James Joyce’s Ulysses, published in Paris by Sylvia Beach on February 2, 1922, the occasion of Joyce’s 40th birthday, would have been a very different book had she not been so generous in her support. He had first considered writing a work called Ulysses in 1906, but struggled to make significant progress during the years of upheaval brought about by World War I, health problems, and financial difficulties. When the serialization of Ulysses in New York ground to a halt owing to legal proceedings against The Little Review during the autumn of 1920, Joyce told Beach that his “work will never come out now.” He had met her at a party a few days after his arrival in Paris in July that year. Joyce had quickly become a regular visitor to Shakespeare and Company, Beach’s English language lending library and bookshop, which functioned as a kind of salon and meeting place for writers and artists, conveniently positioned opposite “La Maison des Amis des Livres,” the bookshop owned by Beach’s lover, Adrienne Monnier.
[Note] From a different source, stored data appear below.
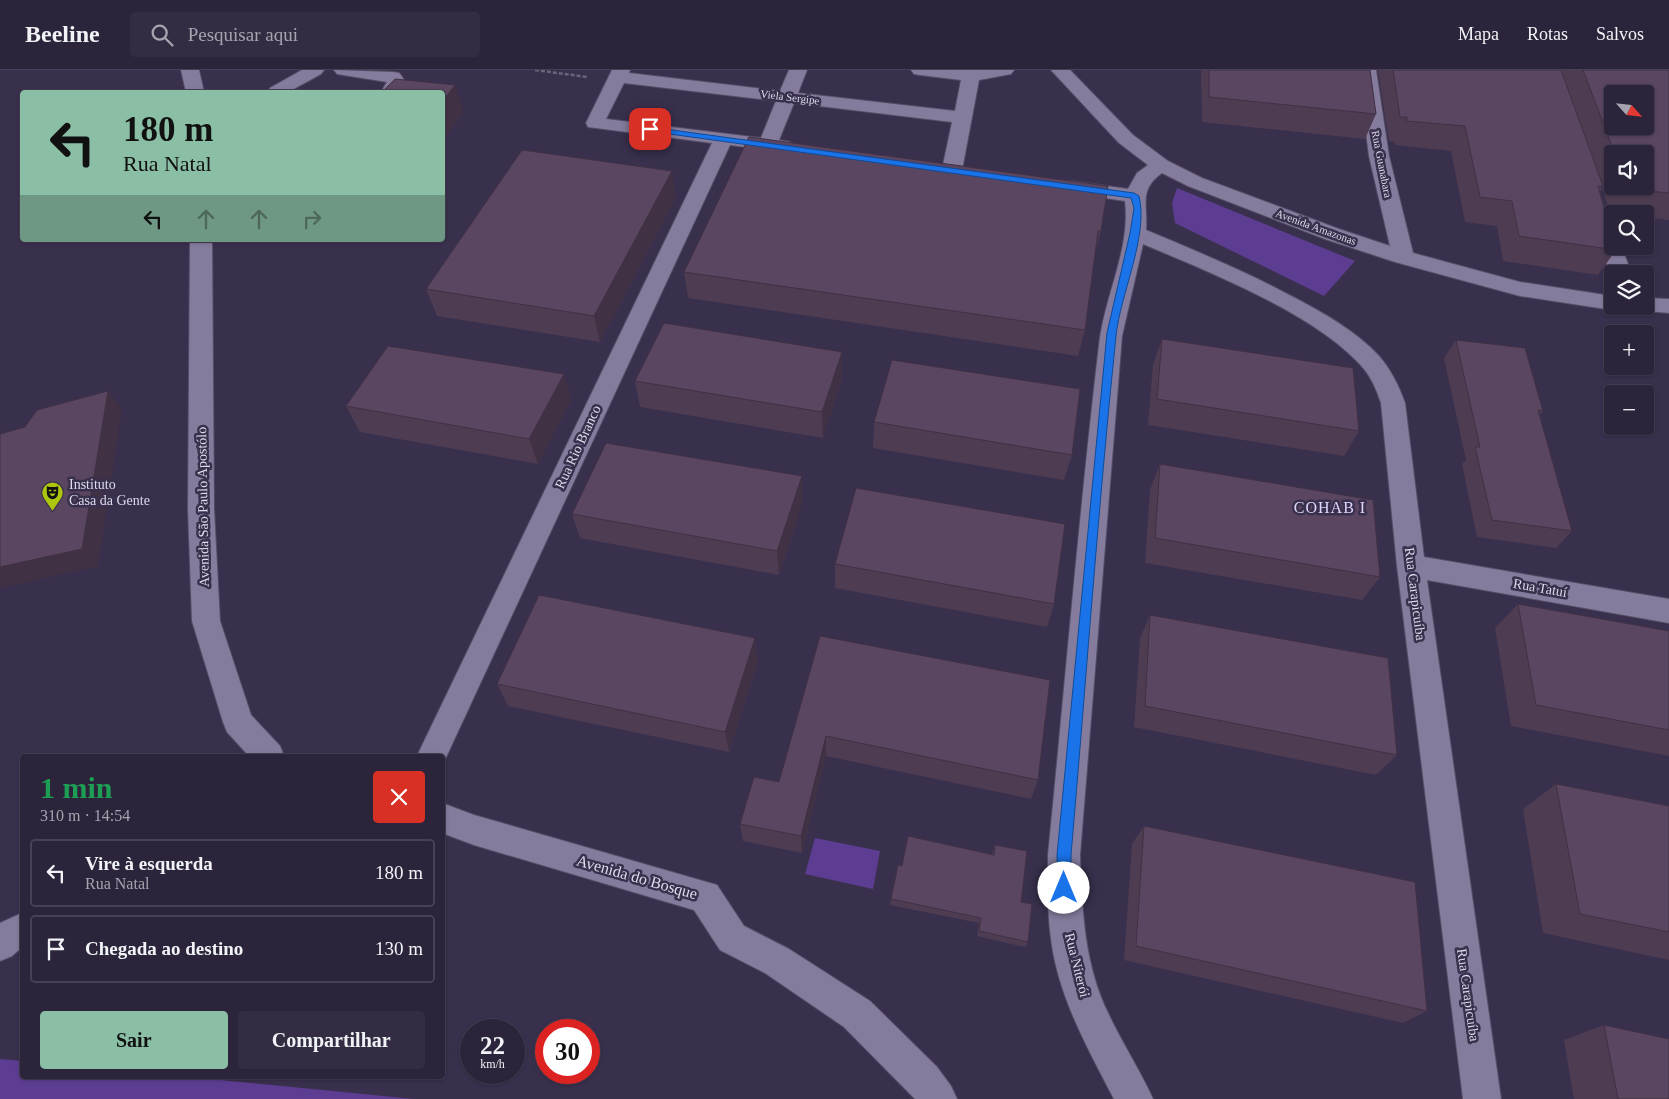 <!DOCTYPE html>
<html lang="pt">
<head>
<meta charset="utf-8">
<style>
  body { margin:0; font-family:"Times New Roman",serif; background:#332c42; color:#f1f3f6; height:100vh; display:flex; flex-direction:column; font-size:19px; white-space:nowrap }
  * { box-sizing:border-box; margin:0 }
  p { font-size:16px; color:#a6a4af }
  .icon { flex:none; width:28px; height:28px; fill:none; stroke:currentColor; stroke-width:2; stroke-linecap:round; stroke-linejoin:round }
  .map { position:relative; flex:1; overflow:hidden }
  .side { position:absolute; left:20px; top:684px; width:425px; height:325px; display:flex; flex-direction:column; background:#2b243a; border-radius:5px; box-shadow:0 1px 4px #0004,0 0 0 1px #474154 }
  .side>* { flex:none }
  .banner { position:absolute; left:20px; top:20px; width:425px; height:152px; border-radius:5px; box-shadow:0 1px 4px #0004,0 0 0 1px #474154; background:#8abfa5; color:#111; overflow:hidden }
  .needle { width:32px; rotate:117deg }
  .tools { position:absolute; left:1604px; top:15px; display:grid; gap:10px }
  .tools a { display:grid; place-items:center; width:50px; height:50px; border-radius:5px; background:#2b243a; box-shadow:0 1px 4px #0004,0 0 0 1px #474154; font-size:25px }
  .speed { position:absolute; left:460px; top:949px; display:flex; gap:10px; font-size:25px; font-weight:700; text-align:center }
  .speed>* { display:grid; place-content:center; width:65px; height:65px; border-radius:50%; background:#2b243a; box-shadow:0 1px 4px #0004,0 0 0 1px #474154; line-height:1 }
  .speed small { font-size:12px; font-weight:400 }
  .speed .limit { border:8px solid #d22; background:#fff; color:#111 }
  .pin { position:absolute; display:grid; place-items:center; width:42px; height:42px; color:#fff; margin:-21px; border-radius:10px; box-shadow:0 2px 8px #0006 }
  .me { position:absolute; width:55px; margin:-28px; rotate:0deg; stroke-linejoin:round; filter:drop-shadow(0 0 4px #0008) }
  .turn { display:flex; align-items:center; gap:18px; height:105px; padding:0 20px; font-size:22px }
  .turn .icon { width:65px; height:65px; stroke-width:2.5 }
  .turn b { display:block; font-size:35px; line-height:42px }
  .lanes { display:flex; align-items:center; height:48px; padding:0 20px; background:#0003; justify-content:center; gap:25px; direction:ltr }
  .lanes .off { opacity:.35 }
  .round { display:grid; place-items:center; flex:none; width:52px; height:52px; border-radius:5px; background:#332c42 }
  .headline { display:flex; align-items:center; justify-content:space-between; height:85px; padding:0 20px }
  h1 { font-size:30px; font-weight:600; line-height:38px; color:#1e9e55 }
  .primary-button { display:flex; gap:10px; margin-top:auto; padding:10px 20px }
  .primary-button a { flex:1; height:58px; border-radius:5px; background:#8abfa5; color:#111; font-size:20px; font-weight:600; line-height:58px; text-align:center }
  .primary-button a+a { background:#332c42; color:#f1f3f6 }
  ul { padding:0; list-style:none }
  li { display:flex; align-items:center; gap:15px; height:68px; margin:0 10px 8px; padding:0 10px; border:2px solid #474154; border-radius:5px }
  li div { flex:1 }
  li b { display:block; font-size:19px }
  li em { font-style:normal }
  header { display:flex; align-items:center; gap:30px; box-sizing:border-box; height:70px; padding:0 25px; background:#2b243a; border-bottom:1px solid #474154 }
  header strong { font-size:24px }
  nav { display:flex; gap:28px; margin-inline-start:auto; font-size:18px }
  .search { width:350px; height:45px; background:#332c42; display:flex; align-items:center; gap:12px; box-sizing:border-box; padding:0 18px; border-radius:5px; color:#a6a4af; font-size:19px }
  .map>svg:first-child { display:block }
  .green { fill:#5d3d91 }
  .lines { fill:none; stroke-linecap:round; stroke-linejoin:round }
  .minor-casing { stroke:#564e66; stroke-width:2 }
  .path { stroke:#6b647d; stroke-width:2.5; stroke-dasharray:4 2; stroke-linecap:butt }
  .minor { fill:#857c9d; fill-rule:evenodd }
  .wall { fill:#4e3c53; fill-rule:evenodd }
  .shaded-wall { fill:#403144 }
  .building { fill:#5b4661; stroke:#403144; fill-rule:evenodd }
  .route { fill:#1a73e8; stroke:#114b97 }
  .labels { text-anchor:middle; dominant-baseline:central; stroke-width:5; stroke-linejoin:round; paint-order:stroke }
  .far-street-label { font-size:11px; fill:#dfdaec; stroke:#39304d }
  .street-label { font-size:14px; fill:#dfdaec; stroke:#39304d }
  .poi-label { font-size:14px; fill:#dfdaec; stroke:#39304d; text-anchor:start }
  .quarter-label { font-size:16px; letter-spacing:1px; fill:#e0d5fa; stroke:#39304d }
  .near-street-label { font-size:16px; fill:#dfdaec; stroke:#39304d }
</style>
</head>
<body>
<header>
<strong>Beeline</strong>
<div class="search"><svg class="icon" aria-label="search" viewBox="0 0 24 24"><circle cx="10" cy="10" r="6"/><path d="M15 15l6 6"/></svg>Pesquisar aqui</div>
<nav><a>Mapa</a><a>Rotas</a><a>Salvos</a></nav>
</header>
<div class="map">
<svg width="1669" height="1029" viewBox="0 0 1669 1029">
  <rect width="100%" height="100%" fill="#39304d"/>
  <g class="green">
    <polygon points="1177,118 1355,191 1324,226 1175,153 1172,133"/>
    <polygon points="815,768 880,781 873,819 805,804"/>
    <polygon points="0,989 22,991 22,1006 180,1006 414,1029 0,1029"/>
  </g>
  <g class="lines">
    <defs>
      <g id="minor">
        <polygon points="181,0 199,0 204,22 186,22"/>
        <polygon points="302,0 324,0 321,4 288,22 267,22 270,18"/>
        <path d="M334 0 393 2 399 3C406 11 406 14 399 22H381L387 12 343 5 337 4Z"/>
        <path d="M612 0H630L629 3 780 21 789 0H807L798 23 955 41 961 10 920 5 914 4 911 0H1014L1011 4 979 10 962 100 959 104 952 106 945 104 942 100 952 52 794 33 779 70 790 72 793 76 790 80 783 82 730 75 442 696V686H417L712 73 588 57 586 53ZM624 13 776 31 761 68 606 49Z"/>
        <path d="M1051 0H1070L1133 65 1168 91 1202 108 1339 159 1390 176 1369 86 1358 0H1376L1389 86 1413 183 1520 212 1612 226V236H1621L1612 240 1520 226 1395 192 1325 169 1188 116 1162 103C1138 120 1148 135 1146 160 1196 181 1247 202 1295 228 1325 244 1356 261 1379 286 1391 300 1399 316 1405 333L1424 487 1669 529V553L1427 510 1501 1029H1463L1397 496 1381 333C1377 321 1372 309 1364 299 1319 245 1209 202 1143 174L1122 266 1080 785C1082 840 1084 895 1109 945 1122 973 1140 1000 1153 1029H1114C1088 979 1058 926 1051 869 1047 841 1048 813 1048 785 1065 615 1079 444 1099 275 1104 227 1131 179 1125 131L1071 123 1064 121 1061 117 1064 113 1071 111 1128 119 1137 103 1148 95 1119 73Z"/>
        <polygon points="1601,143 1608,145 1612,152 1612,176 1621,176 1632,204 1612,204 1612,208 1610,204 1591,149 1594,145"/>
        <polygon points="190,170 212,170 214,439 220,551 251,645 280,676 284,686 249,686 227,662 223,652 192,551 188,439"/>
        <polygon points="1645,228 1669,229 1669,243 1637,240 1635,236 1645,236"/>
        <polygon points="442,733 474,745 717,815 744,856 789,879 870,931 937,997 951,1016 957,1029 915,1029 844,957 765,903 720,880 694,840 474,775 442,763"/>
        <polygon points="22,843 22,877 12,886 0,891 0,853"/>
      </g>
    </defs>
    <use href="#minor" class="minor-casing"/>
    <polyline class="path" points="535,0 587,7"/>
    <use href="#minor" class="minor"/>
  </g>
  <g class="wall">
    <polygon points="1201,0 1370,0 1376,44 1365,69 1202,52"/>
    <path d="M1378 0H1669V150L1645 147V144H1611L1602 118 1600 122 1616 180 1598 205 1503 191 1497 156 1465 152 1451 81 1395 75V72L1389 71ZM1612 84H1645V116H1612Z"/>
    <polygon points="749,67 1101,161 1095,183 1085,260 1078,286 688,228 684,202"/>
    <polygon points="676,127 600,272 437,246 426,219"/>
    <polygon points="1162,269 1359,361 1344,386 1148,355 1153,295"/>
    <polygon points="1456,270 1543,341 1539,345 1572,461 1556,478 1477,467 1462,394 1466,390 1444,288"/>
    <polygon points="842,308 823,368 640,337 635,311"/>
    <polygon points="571,330 538,394 360,362 346,336"/>
    <polygon points="874,352 1072,385 1064,410 873,378"/>
    <polygon points="1160,394 1380,507 1362,530 1145,493 1150,420"/>
    <polygon points="803,431 779,505 580,468 572,444"/>
    <polygon points="835,494 1054,534 1047,557 835,518"/>
    <polygon points="1518,534 1669,561 1669,686 1511,656 1495,558"/>
    <polygon points="1150,545 1397,685 1376,705 1134,657 1140,568"/>
    <polygon points="820,566 1038,710 1031,729 826,686 802,783 743,771 740,754 779,712"/>
    <polygon points="758,590 729,682 508,636 497,614"/>
    <polygon points="1556,714 1669,736 1669,890 1543,863 1523,739"/>
    <polygon points="1144,756 1427,941 1403,953 1124,890 1132,774"/>
    <polygon points="995,775 1021,832 1028,872 1025,877 977,866 979,853 890,835 891,829 902,796 992,784"/>
    <polygon points="1604,955 1669,1029 1574,1029 1564,970"/>
  </g>
  <g class="shaded-wall">
    <polygon points="455,15 464,42 442,71 442,32"/>
    <polygon points="672,101 676,127 600,272 594,246"/>
    <polygon points="842,282 842,308 823,368 822,342"/>
    <polygon points="564,304 571,330 538,394 529,369"/>
    <polygon points="108,321 122,339 98,496 0,518 0,497"/>
    <polygon points="802,406 803,431 779,505 777,481"/>
    <polygon points="755,568 758,590 729,682 725,662"/>
    <polygon points="826,666 826,686 802,783 801,766"/>
  </g>
  <g class="building">
    <polygon points="1209,0 1370,0 1376,44 1209,27"/>
    <polygon points="1393,0 1561,0 1603,116 1598,116 1612,167 1612,176 1615,176 1616,180 1519,166 1512,131 1480,127 1465,56 1407,51 1407,47 1400,47"/>
    <path d="M1583 0H1669V123L1629 119 1628 116H1645V84H1615ZM1612 24H1645V56H1612Z"/>
    <polygon points="395,9 455,15 442,32 442,22 382,22"/>
    <polygon points="749,67 1108,116 1101,161 1098,161 1085,260 684,202"/>
    <polygon points="522,80 672,101 594,246 426,219"/>
    <polygon points="664,253 842,282 822,342 635,311"/>
    <polygon points="1162,269 1353,298 1359,361 1157,329"/>
    <polygon points="1456,270 1525,278 1543,341 1538,340 1572,461 1492,450 1475,377 1480,377"/>
    <polygon points="388,276 564,304 529,369 346,336"/>
    <polygon points="892,290 1080,319 1072,385 874,352"/>
    <polygon points="108,321 82,479 0,497 0,364 25,357 37,340"/>
    <polygon points="606,373 802,406 777,481 572,444"/>
    <polygon points="1160,394 1373,430 1380,507 1155,468"/>
    <polygon points="856,418 1065,454 1054,534 835,494"/>
    <polygon points="539,525 755,568 725,662 497,614"/>
    <polygon points="1518,534 1669,561 1669,660 1536,635"/>
    <polygon points="1150,545 1388,588 1397,685 1145,636"/>
    <polygon points="820,566 1050,610 1038,710 826,666 801,766 740,754 754,707 779,712"/>
    <polygon points="1556,714 1669,736 1669,862 1580,844"/>
    <polygon points="1144,756 1415,812 1427,941 1136,876"/>
    <polygon points="908,766 994,785 995,775 1027,781 1021,832 1032,834 1028,872 979,861 981,848 891,829 898,795 902,796"/>
    <polygon points="1604,955 1669,969 1669,1029 1618,1029"/>
  </g>
  <path class="route" d="M650 57 1134 123 1139 126C1149 165 1120 225 1116 266 1098 439 1086 612 1071 785V818L1069 823 1064 825 1060 823 1058 818 1057 785 1107 263 1130 163 1134 138 1131 128 648 61 646 59Z"/>
  <defs>
    <symbol id="theatre-pin" viewBox="-11 -11 22 30"><path d="M0 17L-7.5 6A9.5 9.5 0 1 1 7.5 6Z" fill="#adc60d" stroke="#39304d"/><path d="M-5-5.5Q0-4 5-5.5V0Q5 5 0 6Q-5 5-5 0ZM-3.3-2.5H-1v1.5H-3.3ZM1-2.5H3.3v1.5H1ZM-2.8 1Q0 5.5 2.8 1Z" fill="#111"/></symbol>
  </defs>
  <g fill-rule="evenodd">
    <use href="#theatre-pin" x="40" y="410" width="25" height="34"/>
  </g>
  <g class="labels">
    <g class="far-street-label">
      <text transform="translate(790 27) rotate(7)">Viela Sergipe</text>
      <text transform="translate(1382 94) rotate(79)">Rua Guanabara</text>
      <text transform="translate(1316 157) rotate(20)">Avenida Amazonas</text>
    </g>
    <g class="street-label">
      <text transform="translate(578 377) rotate(-65)">Rua Rio Branco</text>
      <text transform="translate(203 437) rotate(-91)">Avenida São Paulo Apostólo</text>
      <text transform="translate(1540 518) rotate(10)">Rua Tatuí</text>
      <text transform="translate(1415 524) rotate(83)">Rua Carapicuíba</text>
      <text transform="translate(1077 895) rotate(76)">Rua Niterói</text>
      <text transform="translate(1468 925) rotate(82)">Rua Carapicuíba</text>
    </g>
    <g class="poi-label">
      <text x="69" y="414">Instituto<tspan x="69" dy="16">Casa da Gente</tspan></text>
    </g>
    <g class="quarter-label">
      <text x="1330" y="437">COHAB I</text>
    </g>
    <g class="near-street-label">
      <text transform="translate(637 807) rotate(16)">Avenida do Bosque</text>
    </g>
  </g>
</svg>
<div class="tools">
<a><svg class="needle" viewBox="-14 -14 28 28"><path d="M0-13l5 13h-10z" fill="#e53935"/><path d="M0 13l5-13h-10z" fill="#a6a4af"/></svg></a>
<a><svg class="icon" aria-label="sound" viewBox="0 0 24 24"><path d="M4 9h4l5-4v14l-5-4H4zM17 9q2 3 0 6"/></svg></a>
<a><svg class="icon" aria-label="search" viewBox="0 0 24 24"><circle cx="10" cy="10" r="6"/><path d="M15 15l6 6"/></svg></a>
<a><svg class="icon" aria-label="layers" viewBox="0 0 24 24"><path d="M12 4l9 5-9 5-9-5zM3 14l9 5 9-5"/></svg></a>
<a>+</a>
<a>−</a>
</div>
<div class="speed"><div>22<small>km/h</small></div><div class="limit">30</div></div>
<div class="pin" style="left:650px;top:59px;background:#d93025"><svg class="icon" aria-label="arrive" viewBox="0 0 24 24"><path d="M6 21V4h12l-3 4 3 4H6"/></svg></div>
<svg class="me" style="left:1064px;top:818px" viewBox="-20 -20 40 40"><circle r="19" fill="#fff"/><path d="M0-13L10 11 0 6-10 11z" fill="#1a73e8"/></svg>
<div class="banner">
<div class="turn"><svg class="icon" aria-label="left" viewBox="0 0 24 24"><path d="M17 20v-9H6M10 6l-5 5 5 5"/></svg><div><b>180 m</b>Rua Natal</div></div>
<div class="lanes"><svg class="icon" aria-label="left" viewBox="0 0 24 24"><path d="M17 20v-9H6M10 6l-5 5 5 5"/></svg><svg class="icon off" aria-label="ahead" viewBox="0 0 24 24"><path d="M12 20V5M6 11l6-6 6 6"/></svg><svg class="icon off" aria-label="ahead" viewBox="0 0 24 24"><path d="M12 20V5M6 11l6-6 6 6"/></svg><svg class="icon off" aria-label="right" viewBox="0 0 24 24"><path d="M7 20v-9h11M14 6l5 5-5 5"/></svg></div>
</div>
<section class="side">
<div class="headline"><div><h1>1 min</h1><p>310 m · 14:54</p></div><a class="round" style="background:#d93025;color:#fff"><svg class="icon" aria-label="close" viewBox="0 0 24 24"><path d="M6 6l12 12M18 6L6 18"/></svg></a></div>
<ul>
<li><svg class="icon" aria-label="left" viewBox="0 0 24 24"><path d="M17 20v-9H6M10 6l-5 5 5 5"/></svg><div><b>Vire à esquerda</b><p>Rua Natal</p></div><em>180 m</em></li>
<li><svg class="icon" aria-label="arrive" viewBox="0 0 24 24"><path d="M6 21V4h12l-3 4 3 4H6"/></svg><div><b>Chegada ao destino</b></div><em>130 m</em></li>
</ul>
<div class="primary-button"><a>Sair</a><a>Compartilhar</a></div>
</section>
</div>
</body>
</html>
Beach was determined to make Ulysses a success, partly because of the difficulties Joyce had faced in the attempt to produce the work elsewhere. The prospectus, offered to potential purchasers of the first edition, points out that Ulysses was “suppressed four times during serial publication.” It promises subscribers the text “complete as written,” a tiny and telling phrase which shows that Beach would not allow Joyce to be censored. In this she differed from others who championed Ulysses, including American poet Ezra Pound, who had quietly omitted words like “pissed,” “bugger,” “venereal,” and “cunt” from the typescripts of Ulysses he was handling for The Little Review.
Maurice Darantiere, the master printer whom Beach commissioned to print Ulysses was instructed “to supply Joyce with all the proofs he wanted” and quickly found that Joyce was “insatiable.” As the text began to find its way into proof, Joyce began revising and expanding, and Beach found herself having to put “every single centime aside” in order to meet Darantiere’s significant printing bills.
Beach allowed Joyce to play a significant role in designing the look and feel of this iconic first edition. He chose the typeface, Elzevir, and specified the color of the paper cover: the turquoise blue of the Greek flag is intended as a subtle reminder of the book’s Homeric substructure. Beach also arranged for the sale of the first edition, which appeared in three different states. All copies were numbered: the first 100 were signed by Joyce and printed on Dutch handmade paper; 101 to 250, in a slightly larger format, were printed on a heavy handmade laid paper from Arches in France; copies 251 to 1,000, were also printed on a handmade paper, lighter and slightly thinner than Arches.
Copies of the first edition are regarded as a must have for collectors of modern literature. Signed copies are especially prized. Number 17 was formerly owned by Sylvia Beach and Maurice Saillet (1914–1990) who had been employed by Monnier. This copy is in a pristine state and was subsequently acquired by Carlton Lake (1915–2006), a curator at the Ransom Center from 1968 to 2003.